Une traduction qui s’imposait, à paraître en mars prochain

L’inexistence d’une traduction française du texte d’Erich Bethe Die dorische Knabenliebe, ihre Ethik, ihre Idee [L’amour des garçons chez les Doriens, leur morale, leurs idées], explique que la rupture introduite par ce philologue allemand dans les études sexologiques et helléniques soit restée presque totalement méconnue en France.

J’en veux pour preuve la page Wikipedia française consacrée à la pédérastie : malgré sa longueur exubérante, cette page ne cite pas une seule fois le nom de Bethe. Pourtant, on peut dire, sans exagération, qu’il y a un avant et un après Erich Bethe, un avant et un après son article publié en 1907. De sorte qu’il est aussi choquant de lire une page sur la pédérastie ne citant pas le nom d’Erich Bethe qu’une page consacrée au jansénisme qui ne citerait pas une seule fois le nom de Blaise Pascal.

C’est pourquoi Quintes-feuilles a décidé de publier la traduction française de ce texte de Bethe extrêmement important en dépit de sa brièveté (38 pages denses dans sa version originale, publiée dans la revue Rheinisches Museum für Philologie de Leipzig).

La présentation de L’amour des garçons chez les Doriens, leur morale, leurs idées expliquera en quoi la contribution d’Erich Bethe a constitué une vraie rupture.

Nous essaierons aussi de répondre à une interrogation légitime : pourquoi diable Georges Hérelle, sous le pseudonyme de R.-L. de Pogey-Castries, a-t-il choisi de traduire en français, en l’enrichissant considérablement, un texte antérieur, le vieil article (1837) de M.H.E Meier, d’une érudition laborieuse mais qui n’a pas la portée considérable du texte de Bethe ? Hérelle aurait-il été choqué par l’un des volets – le plus sujet à controverses, mais pas le plus contesté aujourd’hui, paradoxalement – de l’apport d’Erich Bethe sur la paidérastie dorienne, basé sur des considérations lexicographiques et anthropologiques ?

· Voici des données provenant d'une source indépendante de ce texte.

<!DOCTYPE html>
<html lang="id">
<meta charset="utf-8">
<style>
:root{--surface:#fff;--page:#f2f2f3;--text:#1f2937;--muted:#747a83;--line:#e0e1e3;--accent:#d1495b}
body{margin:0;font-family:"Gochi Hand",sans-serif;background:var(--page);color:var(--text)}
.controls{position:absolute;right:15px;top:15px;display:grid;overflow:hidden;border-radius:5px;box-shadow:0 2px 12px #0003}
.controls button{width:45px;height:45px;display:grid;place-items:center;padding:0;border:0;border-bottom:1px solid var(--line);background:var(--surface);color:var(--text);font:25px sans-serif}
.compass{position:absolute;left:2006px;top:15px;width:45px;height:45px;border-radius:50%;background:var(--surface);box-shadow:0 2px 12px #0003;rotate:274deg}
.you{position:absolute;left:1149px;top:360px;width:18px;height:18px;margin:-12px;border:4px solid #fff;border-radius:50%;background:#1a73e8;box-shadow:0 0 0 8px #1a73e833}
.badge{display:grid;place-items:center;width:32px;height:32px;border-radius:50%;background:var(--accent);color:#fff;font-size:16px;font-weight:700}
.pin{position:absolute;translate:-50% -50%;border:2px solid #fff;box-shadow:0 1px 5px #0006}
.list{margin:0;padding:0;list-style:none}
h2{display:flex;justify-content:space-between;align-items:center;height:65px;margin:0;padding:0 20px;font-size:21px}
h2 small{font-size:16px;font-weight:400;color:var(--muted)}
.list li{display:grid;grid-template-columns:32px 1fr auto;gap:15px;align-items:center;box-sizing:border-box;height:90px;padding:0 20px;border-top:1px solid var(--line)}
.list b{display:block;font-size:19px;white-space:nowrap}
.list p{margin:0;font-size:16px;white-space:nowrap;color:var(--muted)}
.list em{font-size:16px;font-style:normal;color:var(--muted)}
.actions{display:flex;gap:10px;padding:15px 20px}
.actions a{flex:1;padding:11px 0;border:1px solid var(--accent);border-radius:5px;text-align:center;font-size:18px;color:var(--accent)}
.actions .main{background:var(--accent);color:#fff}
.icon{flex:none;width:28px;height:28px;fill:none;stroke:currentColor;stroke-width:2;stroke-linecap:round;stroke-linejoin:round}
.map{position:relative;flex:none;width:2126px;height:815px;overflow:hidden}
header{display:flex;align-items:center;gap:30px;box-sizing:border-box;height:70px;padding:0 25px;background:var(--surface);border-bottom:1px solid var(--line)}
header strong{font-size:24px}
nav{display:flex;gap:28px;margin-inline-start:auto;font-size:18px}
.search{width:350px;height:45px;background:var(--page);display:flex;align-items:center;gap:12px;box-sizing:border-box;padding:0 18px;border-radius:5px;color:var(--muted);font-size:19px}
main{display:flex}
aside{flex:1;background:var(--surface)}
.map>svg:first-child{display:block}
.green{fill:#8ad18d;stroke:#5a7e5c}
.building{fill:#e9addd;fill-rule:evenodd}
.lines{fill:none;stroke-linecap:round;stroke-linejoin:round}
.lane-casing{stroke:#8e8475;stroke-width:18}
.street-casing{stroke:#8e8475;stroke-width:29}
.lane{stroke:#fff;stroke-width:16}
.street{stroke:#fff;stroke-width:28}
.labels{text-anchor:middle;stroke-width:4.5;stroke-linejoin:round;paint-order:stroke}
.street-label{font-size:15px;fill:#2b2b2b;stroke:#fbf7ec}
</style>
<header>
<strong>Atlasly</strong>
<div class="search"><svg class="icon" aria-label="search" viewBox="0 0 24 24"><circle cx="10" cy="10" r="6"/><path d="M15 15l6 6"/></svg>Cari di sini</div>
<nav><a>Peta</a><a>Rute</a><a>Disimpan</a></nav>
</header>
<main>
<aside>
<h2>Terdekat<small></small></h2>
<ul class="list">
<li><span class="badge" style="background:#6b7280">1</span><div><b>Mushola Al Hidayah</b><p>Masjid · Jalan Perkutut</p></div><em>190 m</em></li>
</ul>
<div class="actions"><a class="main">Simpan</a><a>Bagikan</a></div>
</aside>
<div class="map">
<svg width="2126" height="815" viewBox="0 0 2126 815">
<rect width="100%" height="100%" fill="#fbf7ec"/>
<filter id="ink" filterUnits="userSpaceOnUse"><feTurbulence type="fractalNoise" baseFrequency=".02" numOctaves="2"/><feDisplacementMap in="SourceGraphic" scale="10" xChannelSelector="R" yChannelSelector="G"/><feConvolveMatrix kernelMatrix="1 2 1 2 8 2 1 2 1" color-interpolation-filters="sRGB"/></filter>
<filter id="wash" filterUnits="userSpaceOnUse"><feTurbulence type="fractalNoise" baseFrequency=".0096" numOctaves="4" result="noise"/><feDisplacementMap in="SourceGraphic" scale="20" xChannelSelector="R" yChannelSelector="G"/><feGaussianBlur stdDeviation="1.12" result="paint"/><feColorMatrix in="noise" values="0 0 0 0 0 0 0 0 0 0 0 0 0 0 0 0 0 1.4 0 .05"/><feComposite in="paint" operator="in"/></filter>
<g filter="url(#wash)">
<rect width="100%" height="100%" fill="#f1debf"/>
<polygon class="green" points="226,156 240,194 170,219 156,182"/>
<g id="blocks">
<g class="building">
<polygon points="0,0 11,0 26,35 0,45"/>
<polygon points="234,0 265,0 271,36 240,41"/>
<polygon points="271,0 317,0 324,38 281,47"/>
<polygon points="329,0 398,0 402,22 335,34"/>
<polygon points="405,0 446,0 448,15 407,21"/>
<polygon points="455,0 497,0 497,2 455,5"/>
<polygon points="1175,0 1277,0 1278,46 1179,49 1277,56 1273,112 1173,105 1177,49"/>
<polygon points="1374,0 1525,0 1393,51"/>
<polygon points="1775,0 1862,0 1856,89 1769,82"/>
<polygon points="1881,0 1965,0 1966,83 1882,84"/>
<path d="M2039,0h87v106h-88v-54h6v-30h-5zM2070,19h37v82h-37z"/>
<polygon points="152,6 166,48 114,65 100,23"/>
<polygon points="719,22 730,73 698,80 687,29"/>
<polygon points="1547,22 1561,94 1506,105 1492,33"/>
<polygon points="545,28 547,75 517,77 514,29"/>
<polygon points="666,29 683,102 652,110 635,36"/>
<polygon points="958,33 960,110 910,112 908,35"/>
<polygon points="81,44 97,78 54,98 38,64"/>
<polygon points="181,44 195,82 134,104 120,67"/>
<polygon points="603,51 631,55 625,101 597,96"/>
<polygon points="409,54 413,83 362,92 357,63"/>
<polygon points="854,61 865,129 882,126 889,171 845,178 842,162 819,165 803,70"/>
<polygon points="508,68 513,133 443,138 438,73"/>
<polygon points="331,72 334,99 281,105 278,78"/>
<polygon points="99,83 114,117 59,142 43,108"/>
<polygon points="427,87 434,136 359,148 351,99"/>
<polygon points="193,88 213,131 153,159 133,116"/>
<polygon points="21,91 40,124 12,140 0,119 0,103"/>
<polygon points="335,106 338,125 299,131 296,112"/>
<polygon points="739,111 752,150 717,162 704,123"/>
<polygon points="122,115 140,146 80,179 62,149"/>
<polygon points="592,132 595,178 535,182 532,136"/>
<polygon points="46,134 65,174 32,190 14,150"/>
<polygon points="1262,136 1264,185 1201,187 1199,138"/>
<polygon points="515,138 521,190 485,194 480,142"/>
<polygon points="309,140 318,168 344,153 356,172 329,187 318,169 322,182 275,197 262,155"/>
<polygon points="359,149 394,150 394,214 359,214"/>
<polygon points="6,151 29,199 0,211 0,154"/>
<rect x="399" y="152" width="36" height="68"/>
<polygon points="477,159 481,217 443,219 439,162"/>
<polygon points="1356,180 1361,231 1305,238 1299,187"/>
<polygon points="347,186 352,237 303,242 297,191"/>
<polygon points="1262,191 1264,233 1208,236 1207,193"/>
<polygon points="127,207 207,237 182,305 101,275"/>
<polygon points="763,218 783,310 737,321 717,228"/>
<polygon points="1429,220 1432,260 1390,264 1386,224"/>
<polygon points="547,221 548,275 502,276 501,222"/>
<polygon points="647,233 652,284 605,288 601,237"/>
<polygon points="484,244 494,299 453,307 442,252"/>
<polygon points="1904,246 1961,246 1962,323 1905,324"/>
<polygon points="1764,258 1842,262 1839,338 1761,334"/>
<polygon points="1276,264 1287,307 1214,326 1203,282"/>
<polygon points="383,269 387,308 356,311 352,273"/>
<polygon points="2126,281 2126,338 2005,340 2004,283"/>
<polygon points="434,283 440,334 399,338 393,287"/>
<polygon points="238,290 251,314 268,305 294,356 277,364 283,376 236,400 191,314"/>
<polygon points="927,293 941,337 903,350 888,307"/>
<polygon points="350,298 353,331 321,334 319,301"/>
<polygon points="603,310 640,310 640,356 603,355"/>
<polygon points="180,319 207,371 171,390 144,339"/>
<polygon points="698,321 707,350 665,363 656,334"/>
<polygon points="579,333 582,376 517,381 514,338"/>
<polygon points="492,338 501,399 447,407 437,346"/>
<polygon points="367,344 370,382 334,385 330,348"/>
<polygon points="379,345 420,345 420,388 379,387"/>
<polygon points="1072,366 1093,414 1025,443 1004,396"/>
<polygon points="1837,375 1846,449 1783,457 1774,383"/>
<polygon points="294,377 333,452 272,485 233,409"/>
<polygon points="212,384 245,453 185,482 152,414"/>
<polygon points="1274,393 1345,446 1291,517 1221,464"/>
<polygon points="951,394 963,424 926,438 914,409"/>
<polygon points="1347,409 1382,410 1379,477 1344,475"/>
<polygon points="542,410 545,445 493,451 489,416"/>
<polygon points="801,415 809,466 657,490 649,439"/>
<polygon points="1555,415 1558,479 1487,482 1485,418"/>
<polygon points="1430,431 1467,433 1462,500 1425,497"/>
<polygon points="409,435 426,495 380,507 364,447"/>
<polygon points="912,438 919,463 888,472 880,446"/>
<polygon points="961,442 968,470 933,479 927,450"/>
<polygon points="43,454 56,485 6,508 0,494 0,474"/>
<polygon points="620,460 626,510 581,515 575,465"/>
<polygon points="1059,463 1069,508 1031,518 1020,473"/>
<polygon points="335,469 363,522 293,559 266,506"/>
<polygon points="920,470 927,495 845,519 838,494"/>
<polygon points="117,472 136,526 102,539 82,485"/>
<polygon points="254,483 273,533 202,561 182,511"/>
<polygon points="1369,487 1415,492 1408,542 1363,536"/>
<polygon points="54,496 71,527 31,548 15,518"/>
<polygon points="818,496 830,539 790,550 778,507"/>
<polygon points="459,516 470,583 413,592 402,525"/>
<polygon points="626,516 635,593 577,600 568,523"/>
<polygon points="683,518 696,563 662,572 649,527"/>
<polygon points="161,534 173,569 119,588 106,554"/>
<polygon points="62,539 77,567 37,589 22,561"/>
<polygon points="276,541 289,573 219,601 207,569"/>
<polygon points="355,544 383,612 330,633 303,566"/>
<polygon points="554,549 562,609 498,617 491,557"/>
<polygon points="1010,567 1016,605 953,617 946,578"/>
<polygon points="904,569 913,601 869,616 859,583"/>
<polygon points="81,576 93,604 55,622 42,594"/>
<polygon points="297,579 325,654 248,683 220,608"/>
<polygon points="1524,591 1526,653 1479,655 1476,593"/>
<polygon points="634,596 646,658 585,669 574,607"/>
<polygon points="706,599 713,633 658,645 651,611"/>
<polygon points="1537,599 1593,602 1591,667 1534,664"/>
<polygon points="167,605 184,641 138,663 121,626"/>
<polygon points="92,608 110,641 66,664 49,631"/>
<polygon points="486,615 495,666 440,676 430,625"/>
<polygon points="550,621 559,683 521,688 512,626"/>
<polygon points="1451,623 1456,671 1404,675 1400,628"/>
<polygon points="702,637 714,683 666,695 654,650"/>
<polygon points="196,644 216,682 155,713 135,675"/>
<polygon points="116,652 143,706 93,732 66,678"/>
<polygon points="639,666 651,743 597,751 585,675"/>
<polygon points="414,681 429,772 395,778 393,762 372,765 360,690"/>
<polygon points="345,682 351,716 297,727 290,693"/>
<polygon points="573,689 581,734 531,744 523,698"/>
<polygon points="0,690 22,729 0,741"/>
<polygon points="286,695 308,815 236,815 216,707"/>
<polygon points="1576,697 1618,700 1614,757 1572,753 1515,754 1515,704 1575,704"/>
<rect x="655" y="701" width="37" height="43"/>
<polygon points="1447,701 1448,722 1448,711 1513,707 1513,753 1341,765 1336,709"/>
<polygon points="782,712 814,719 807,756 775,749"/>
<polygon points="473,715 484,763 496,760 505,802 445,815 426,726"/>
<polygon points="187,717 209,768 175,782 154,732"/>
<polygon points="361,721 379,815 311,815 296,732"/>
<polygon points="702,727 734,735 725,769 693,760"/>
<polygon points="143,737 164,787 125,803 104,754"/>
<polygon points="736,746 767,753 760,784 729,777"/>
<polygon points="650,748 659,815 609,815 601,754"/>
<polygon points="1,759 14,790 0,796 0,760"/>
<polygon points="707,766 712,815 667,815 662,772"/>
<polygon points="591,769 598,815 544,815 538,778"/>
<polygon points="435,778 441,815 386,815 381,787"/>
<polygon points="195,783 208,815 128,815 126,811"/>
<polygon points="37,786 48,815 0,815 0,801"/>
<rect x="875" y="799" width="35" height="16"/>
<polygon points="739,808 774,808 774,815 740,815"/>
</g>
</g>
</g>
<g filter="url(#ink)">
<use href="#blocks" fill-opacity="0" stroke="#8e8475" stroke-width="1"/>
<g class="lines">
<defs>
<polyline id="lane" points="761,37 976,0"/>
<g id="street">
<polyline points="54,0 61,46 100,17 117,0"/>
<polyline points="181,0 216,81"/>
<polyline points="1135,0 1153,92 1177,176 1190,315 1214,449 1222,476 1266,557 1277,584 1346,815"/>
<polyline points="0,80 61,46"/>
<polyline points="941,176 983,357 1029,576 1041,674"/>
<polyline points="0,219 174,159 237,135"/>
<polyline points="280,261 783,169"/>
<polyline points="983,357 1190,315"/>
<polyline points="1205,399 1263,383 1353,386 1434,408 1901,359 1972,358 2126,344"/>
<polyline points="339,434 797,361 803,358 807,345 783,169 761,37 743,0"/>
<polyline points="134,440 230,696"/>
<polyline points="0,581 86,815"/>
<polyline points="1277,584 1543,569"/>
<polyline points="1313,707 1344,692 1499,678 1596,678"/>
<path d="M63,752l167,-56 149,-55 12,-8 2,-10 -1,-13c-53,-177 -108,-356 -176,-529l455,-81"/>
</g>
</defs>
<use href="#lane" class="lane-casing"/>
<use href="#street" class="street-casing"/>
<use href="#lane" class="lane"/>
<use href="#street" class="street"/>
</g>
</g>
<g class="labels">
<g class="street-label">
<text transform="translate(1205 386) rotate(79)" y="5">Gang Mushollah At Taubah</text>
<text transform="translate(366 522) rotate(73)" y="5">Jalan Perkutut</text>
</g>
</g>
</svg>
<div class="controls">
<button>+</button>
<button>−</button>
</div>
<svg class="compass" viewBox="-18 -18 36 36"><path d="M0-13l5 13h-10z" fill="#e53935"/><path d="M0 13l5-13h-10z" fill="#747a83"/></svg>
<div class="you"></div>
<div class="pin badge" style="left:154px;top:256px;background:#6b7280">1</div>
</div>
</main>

La plupart des « grands traités » concernant l’amour grec (ceux de Meier & Pogey-Castries ; de Félix Buffière ; de Kenneth Dover…) se présentent comme des catalogues certes très méritants, mais à l’érudition souvent rébarbative, qu’on n’a guère envie de lire de manière linéaire, de la première à la dernière page : ils se consultent plutôt comme une encyclopédie ou un dictionnaire qu’on feuillette, en « butinant » par-ci par-là un paragraphe. Rien de tel avec l’article d’Erich Bethe, qui mérite vraiment d’être appelé essai : il s’agit d’un texte stimulant sur le plan intellectuel, qui vise une démonstration, et qu’on dévore du début à la fin. S’il fallait ne recommander à un « honnête homme du XIXe siècle » pressé et suroccupé, qu’un seul texte à lire, pour sa culture, sur la paidérastie grecque, ce serait, sans conteste, l’essai d’Erich Bethe : ce texte court, dense, tonique, remplace avantageusement, pour l’homme du XXIe siècle à la vie trépidante, les traités-catalogues cités plus haut.

Au moment de la création de Quintes-feuilles, nous avions voulu donner une orientation fondamentalement historique à cette micro-structure éditrice. Nous n’avons jamais eu plus le sentiment de répondre à cette vocation initiale qu’en publiant ce texte de Bethe que nous tenons pour fondamental.